WASHINTON DC - Presiden Amerika Serikat (AS) Donald Trump dilaporkan mengungkapkan informasi intelijen rahasia kepada Menteri Luar Negeri Rusia dalam pertemuan di Ruang Oval Gedung Putih. Pihak Gedung Putih membantah laporan itu. Disampaikan dua pejabat pemerintahan AS yang memahami isu itu, seperti dilansir Reuters, Selasa (16/5/2017), bahwa Trump membeberkan informasi sangat rahasia kepada Menlu Rusia Sergei dan Duta Besar Rusia untuk AS Sergei Kislyak. 

Pembeberan informasi intelijen itu dilakukan dalam pertemuan tertutup di Ruang Oval, Gedung Putih, pekan lalu. Informasi rahasia yang dibeberkan Trump itu terkait rencana operasi melawan kelompok radikal Islamic State of Iraq and Syria (ISIS). 

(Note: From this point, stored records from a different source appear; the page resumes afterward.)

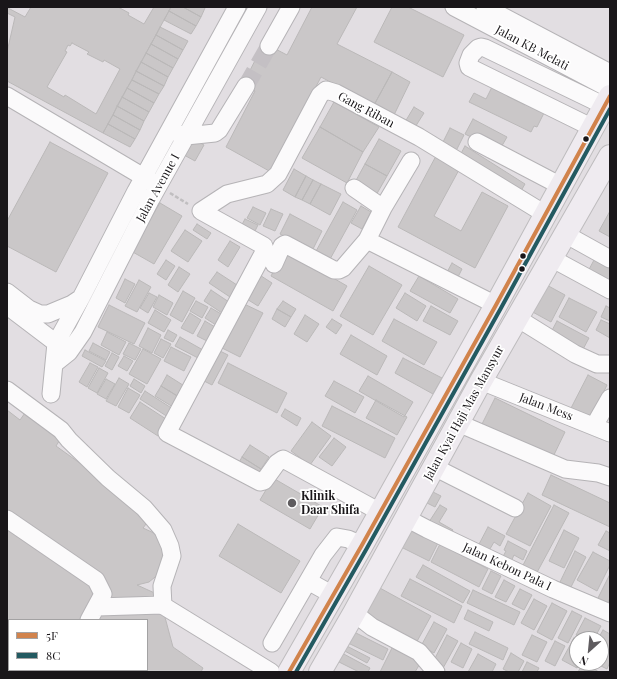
<!DOCTYPE html>
<style>
body{margin:0}
#map{position:relative;width:617px;height:679px;overflow:hidden;background:#e2dee2;font-family:"Playfair Display",serif}
canvas{display:block}
.frame{position:absolute;inset:0;border:8px solid #191619;pointer-events:none}
.legend{position:absolute;left:8px;top:619px;width:140px;height:52px;box-sizing:border-box;background:#fff;border:1px solid #a3a2a3;margin:0;padding:5px 7px;list-style:none;font-size:12px;color:#191619}
.legend li{display:flex;align-items:center;gap:8px;height:20px}
.legend b{width:20px;border:1px solid #a3a2a3}
.north{position:absolute;left:569px;top:631px;width:40px;height:40px;box-sizing:border-box;background:#fff;border:1px solid #a3a2a3;border-radius:50%;rotate:207deg;font-size:11px;font-weight:700;line-height:16px;text-align:center;color:#191619}
.north::after{content:'';display:block;margin:auto;width:14px;height:18px;background:#5f5c5f;clip-path:polygon(50% 0,100% 100%,50% 72%,0 100%)}
</style>
<div id="map">
<canvas width="617" height="679"></canvas>
<div class="frame"></div>
<ul class="legend">
<li><b style="height:5px;background:#d1834c"></b>5F</li>
<li><b style="height:5px;background:#235a61"></b>8C</li>
</ul>
<div class="north">N</div>
</div>
<script>
const ctx = document.querySelector('canvas').getContext('2d');
ctx.lineJoin = 'round';
function fillPath(path, color) { ctx.fillStyle = color; ctx.fill(path, 'evenodd'); }
const toPath = rows => new Path2D(rows.map(r => 'M' + r).join(''));
function stroke(path, color, width, dash) { ctx.strokeStyle = color; ctx.lineWidth = width; ctx.lineCap = dash ? 'butt' : 'round'; ctx.setLineDash(dash || []); ctx.stroke(path); }
function write(font, color, halo, rows, align = 'center') {
  ctx.font = font + ' "Playfair Display",serif'; ctx.lineWidth = 3.5; ctx.setLineDash([]); ctx.textBaseline = 'middle'; ctx.strokeStyle = halo; ctx.fillStyle = color; for (const [text, x, y, turn = 0] of rows) {
    ctx.save(); ctx.translate(x, y); ctx.rotate((+turn || 0) * Math.PI / 180); ctx.textAlign = isNaN(turn) ? turn : align; if (halo) ctx.strokeText(text, 0, 0); ctx.fillText(text, 0, 0); ctx.restore();
  }
}
const building = toPath([
 [7,7,171,7,103,133,7,81,7,52,15,17,7,13,7,7],
 [9,7,31,7,25,17,8,8,9,7],
 [118,7,154,7,144,24,128,15,129,13,118,7],
 [171,7,183,7,201,17,196,26,169,11,171,7],
 [183,7,204,7,205,8,201,17,183,7],
 [312,7,357,7,337,44,392,72,374,105,321,77,271,172,226,147,255,91,243,84,264,43,287,55,312,7],
 [392,7,408,7,464,35,443,77,374,42,392,7],
 [169,11,196,26,191,34,164,20,169,11],
 [160,27,188,41,183,50,156,35,160,27],
 [156,35,183,50,178,59,151,44,156,35],
 [72,43,89,52,87,54,103,62,104,60,120,69,96,114,65,95,64,97,47,87,67,52,65,51,68,45,70,46,72,43],
 [151,44,178,59,173,68,146,53,151,44],
 [146,53,173,68,168,77,141,62,146,53],
 [141,62,168,77,164,86,136,71,141,62],
 [136,71,164,86,159,94,132,80,136,71],
 [392,72,410,82,394,115,374,105,392,72],
 [132,80,159,94,154,103,127,88,132,80],
 [494,83,510,91,507,96,525,105,528,98,547,107,537,127,534,126,531,132,469,102,474,93,486,99,494,83],
 [127,88,154,103,149,112,122,97,127,88],
 [122,97,149,112,144,121,117,106,122,97],
 [334,102,379,127,363,152,320,127,334,102],
 [117,106,144,121,140,130,113,115,117,106],
 [414,107,424,113,412,132,402,127,414,107],
 [113,115,140,130,135,139,108,124,113,115],
 [473,119,507,137,499,151,465,134,473,119],
 [108,124,135,139,130,147,103,133,108,124],
 [320,127,363,152,347,183,302,158,320,127],
 [450,128,464,135,456,151,442,144,450,128],
 [193,139,204,145,195,161,184,155,193,139],
 [379,139,401,151,387,176,365,164,379,139],
 [50,142,108,173,56,272,7,246,7,221,50,142],
 [465,146,525,184,518,196,458,159,465,146],
 [436,156,460,168,434,216,461,231,482,192,508,206,475,268,398,227,436,156],
 [365,164,387,176,375,197,354,184,365,164],
 [294,169,306,176,295,197,283,190,294,169],
 [306,176,313,180,302,200,295,197,306,176],
 [313,180,321,184,310,204,302,200,313,180],
 [321,184,341,194,330,215,310,204,321,184],
 [343,202,357,210,329,261,315,253,343,202],
 [160,203,182,216,154,264,131,251,160,203],
 [361,206,371,212,362,229,351,223,361,206],
 [253,207,266,213,260,225,247,218,253,207],
 [271,209,283,214,275,231,263,226,271,209],
 [610,211,610,237,599,231,610,211],
 [290,214,322,231,312,251,280,234,290,214],
 [245,219,258,225,252,237,239,230,245,219],
 [197,224,211,233,207,239,193,230,197,224],
 [185,230,202,241,188,262,171,251,185,230],
 [230,241,240,247,228,267,218,260,230,241],
 [601,247,610,252,610,288,586,275,601,247],
 [285,250,347,286,333,311,271,276,285,250],
 [166,260,175,266,166,280,157,274,166,260],
 [452,263,462,269,457,279,446,274,452,263],
 [369,266,402,285,373,335,340,316,369,266],
 [179,267,190,274,178,292,168,285,179,267],
 [217,272,237,285,230,297,209,283,217,272],
 [255,272,272,283,258,306,242,296,255,272],
 [419,276,458,299,450,313,410,291,419,276],
 [125,279,135,284,125,303,116,298,125,279],
 [139,280,151,287,137,312,125,306,139,280],
 [543,283,565,295,551,322,529,310,543,283],
 [211,290,229,302,222,313,204,301,211,290],
 [183,291,195,298,182,322,170,315,183,291],
 [149,293,157,297,148,313,140,308,149,293],
 [405,293,426,306,417,321,396,308,405,293],
 [159,295,173,303,167,315,153,307,159,295],
 [569,298,597,312,586,332,559,317,569,298],
 [196,301,208,307,202,318,190,311,196,301],
 [283,301,296,309,291,317,277,309,283,301],
 [240,302,263,313,240,357,216,345,240,302],
 [109,305,145,323,134,344,98,327,109,305],
 [431,306,458,321,450,335,423,321,431,306],
 [606,306,610,308,610,321,601,317,606,306],
 [211,308,223,315,216,325,205,318,211,308],
 [277,309,291,317,285,327,272,319,277,309],
 [155,310,171,320,164,332,148,323,155,310],
 [190,313,201,320,193,334,181,328,190,313],
 [305,315,319,324,307,342,294,334,305,315],
 [332,319,342,325,336,334,326,327,332,319],
 [394,319,437,342,424,365,382,341,394,319],
 [601,320,610,324,610,338,596,330,601,320],
 [205,321,215,327,207,341,197,336,205,321],
 [557,321,589,338,581,353,549,336,557,321],
 [148,328,161,335,152,353,139,346,148,328],
 [168,330,177,335,173,342,164,338,168,330],
 [107,332,126,342,119,355,101,345,107,332],
 [351,335,387,356,377,375,340,354,351,335],
 [180,337,203,350,198,358,175,346,180,337],
 [161,339,171,344,163,358,154,353,161,339],
 [93,343,110,352,106,360,89,351,93,343],
 [129,343,141,349,135,360,123,354,129,343],
 [171,347,191,357,184,371,164,361,171,347],
 [214,348,228,355,212,385,198,378,214,348],
 [143,349,161,359,147,384,129,374,143,349],
 [85,350,106,361,102,367,82,356,85,350],
 [112,353,119,357,112,370,105,366,112,353],
 [124,356,133,361,127,371,118,366,124,356],
 [403,358,442,378,433,394,395,373,403,358],
 [90,363,98,367,87,387,79,382,90,363],
 [228,363,287,393,277,413,218,383,228,363],
 [99,368,108,373,97,393,88,388,99,368],
 [167,375,186,387,179,397,161,386,167,375],
 [588,375,607,385,590,420,570,410,588,375],
 [368,376,413,402,404,417,359,391,368,376],
 [119,378,129,384,116,406,106,401,119,378],
 [106,379,115,384,106,399,97,394,106,379],
 [134,379,145,386,141,393,130,386,134,379],
 [334,381,364,397,355,413,325,396,334,381],
 [161,386,179,397,173,407,155,396,161,386],
 [128,388,140,395,129,413,118,407,128,388],
 [145,391,173,409,168,417,140,399,145,391],
 [495,398,565,432,551,461,481,426,495,398],
 [376,400,407,417,397,435,366,418,376,400],
 [140,402,169,421,158,436,130,418,140,402],
 [332,406,395,438,385,458,322,426,332,406],
 [285,409,301,418,297,426,281,416,285,409],
 [7,410,20,420,27,410,63,435,56,446,130,499,149,520,143,528,156,534,166,553,160,573,149,582,137,585,159,595,173,647,203,668,201,672,7,672,7,410],
 [9,620,147,620,147,670,9,670,9,620],
 [312,422,331,436,310,465,291,451,312,422],
 [334,438,346,447,332,466,319,457,334,438],
 [250,445,269,457,261,469,242,457,250,445],
 [242,457,261,469,256,478,237,466,242,457],
 [551,475,610,503,610,527,542,495,551,475],
 [273,478,323,507,310,529,260,500,273,478],
 [429,490,441,496,435,507,423,501,429,490],
 [528,493,551,506,530,546,506,534,528,493],
 [440,505,447,509,439,522,453,530,448,537,427,525,440,505],
 [554,505,569,513,534,578,520,571,554,505],
 [238,524,300,561,281,593,219,556,238,524],
 [488,527,505,536,500,546,494,542,487,554,477,548,488,527],
 [408,528,438,543,429,561,399,546,408,528],
 [564,530,579,538,564,568,549,561,564,530],
 [606,531,610,533,610,551,598,545,606,531],
 [508,541,527,551,523,560,514,555,509,566,500,562,506,551,504,550,508,541],
 [440,544,488,569,479,587,431,562,440,544],
 [575,551,586,557,571,587,560,582,575,551],
 [593,552,610,561,610,565,597,591,577,580,593,552],
 [423,565,470,591,463,603,416,577,423,565],
 [491,571,501,576,492,594,482,589,491,571],
 [610,574,610,598,605,609,595,604,610,574],
 [410,579,462,606,454,623,401,596,410,579],
 [504,580,515,586,506,602,495,597,504,580],
 [378,587,431,616,415,645,361,616,378,587],
 [520,589,532,595,524,610,512,604,520,589],
 [473,590,520,612,514,625,467,603,473,590],
 [534,599,547,606,534,630,521,623,534,599],
 [552,603,567,611,552,640,537,632,552,603],
 [468,610,493,622,489,631,464,619,468,610],
 [572,611,582,616,568,643,558,638,572,611],
 [585,618,601,626,594,639,584,639,576,635,585,618],
 [434,622,447,629,434,653,421,646,434,622],
 [603,630,610,634,610,662,607,669,595,663,601,663,601,639,598,639,603,630],
 [352,631,388,649,383,660,346,642,352,631],
 [475,632,508,648,503,660,469,644,475,632],
 [447,635,458,641,442,670,432,664,447,635],
 [532,635,547,642,537,662,522,655,532,635],
 [574,638,577,640,577,663,580,663,577,668,562,660,574,638],
 [555,641,565,646,555,666,545,661,555,641],
 [461,643,472,649,463,668,451,662,461,643],
 [343,644,370,658,367,663,341,649,343,644],
 [392,648,421,662,415,672,380,672,392,648],
 [340,652,370,668,368,672,359,672,335,660,340,652],
 [511,653,524,661,518,672,509,672,503,669,511,653],
 [478,654,496,664,492,672,468,672,478,654],
 [527,662,539,668,537,672,522,672,527,662],
 [583,663,599,672,578,672,583,663]
]);
fillPath(building, '#cac7c8');
stroke(building, '#bab8b8', 1);
stroke(toPath([
 [246,86,269,46]
]), '#c4c0c4', 17, [17, 8]);
const minor = toPath([
 [454,7,610,89],
 [485,7,610,73],
 [269,46,291,7],
 [7,96,152,182],
 [593,128,469,67,468,63,471,55,478,48,481,47,485,48,605,106],
 [179,134,186,136,215,133,219,130,246,86],
 [477,142,561,186],
 [411,161,383,208,367,240,496,305],
 [354,188,383,208],
 [565,234,610,259],
 [551,258,610,290],
 [274,264,282,246,285,244,334,270,339,270,343,268,367,240],
 [7,292,29,309,40,314,48,314,72,304,81,298],
 [10,308,64,349],
 [517,318,575,354,597,364,610,364],
 [54,364,69,352,83,332,151,199,258,7],
 [481,381,610,433],
 [7,390,61,430,69,440,108,478,144,508,163,530,170,546,172,556,162,586,163,606],
 [51,394,56,343,81,298,136,191,237,7],
 [458,423,565,469,598,473,610,477],
 [594,426,610,398],
 [434,467,515,508],
 [380,512,283,459,277,463,264,481,260,482,167,433,265,250,264,246,201,211,227,194,267,184,278,174,320,95,326,90,336,93,419,137,545,214],
 [406,518,427,529,553,589,610,613],
 [7,519,96,580,103,594,89,620],
 [308,581,333,595],
 [97,607,162,605,271,672],
 [354,613,372,627,419,652,436,672],
 [272,643,323,555,337,537,348,539,362,545],
 [57,672,58,670]
]);
const major = toPath([
 [289,672,362,545,496,305,610,96],
 [320,672,354,613,481,381,610,156]
]);
stroke(minor, '#b5b3b6', 19);
stroke(major, '#bebcbe', 24);
stroke(toPath([
 [170,193,188,204]
]), '#c0bec0', 2.5, [4, 2]);
stroke(minor, '#fbfafb', 17);
stroke(major, '#efebf0', 22);
stroke(toPath([
 [289,672,362,545,496,305,610,96]
]), '#d1834c', 4);
stroke(toPath([
 [296,672,367,548,501,308,610,109]
]), '#235a61', 4);
for (const [x, y, r, color] of [
 [586,139,3.5,"#191619"],
 [523,256,3.5,"#191619"],
 [522,269,3.5,"#191619"],
 [292,503,5,"#5f5c5f"]
]) { const dot = new Path2D(); dot.arc(x, y, r, 0, 2 * Math.PI); ctx.fillStyle = color; ctx.fill(dot); stroke(dot, '#fff', 1.5); }
write('12px', '#191619', '#fff', [
 ["Jalan KB Melati",532,48,28],
 ["Gang Riban",366,110,28],
 ["Jalan Avenue I",158,188,-61],
 ["Jalan Mess",546,407,21],
 ["Jalan Kyai Haji Mas Mansyur",464,413,-61],
 ["Jalan Kebon Pala I",507,567,25]
]);
write('bold 12px', '#191619', '#fff', [
 ["Klinik",301,496],
 ["Daar Shifa",301,510]
], 'left');
</script>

Dua pejabat AS yang enggan disebut namanya itu menyatakan, informasi intelijen itu disampaikan oleh salah satu sekutu AS dalam koalisi melawan ISIS. Laporan soal pembeberan informasi intelijen ini pertama dilaporkan oleh media AS, The Washington Post. Gedung Putih dalam pernyataannya menyebut laporan itu tidak benar.

"Kisah yang muncul malam ini seperti yang dilaporkan adalah palsu," tegas Penasihat Keamanan Nasional Trump, HR McMaster, kepada wartawan di Gedung Putih.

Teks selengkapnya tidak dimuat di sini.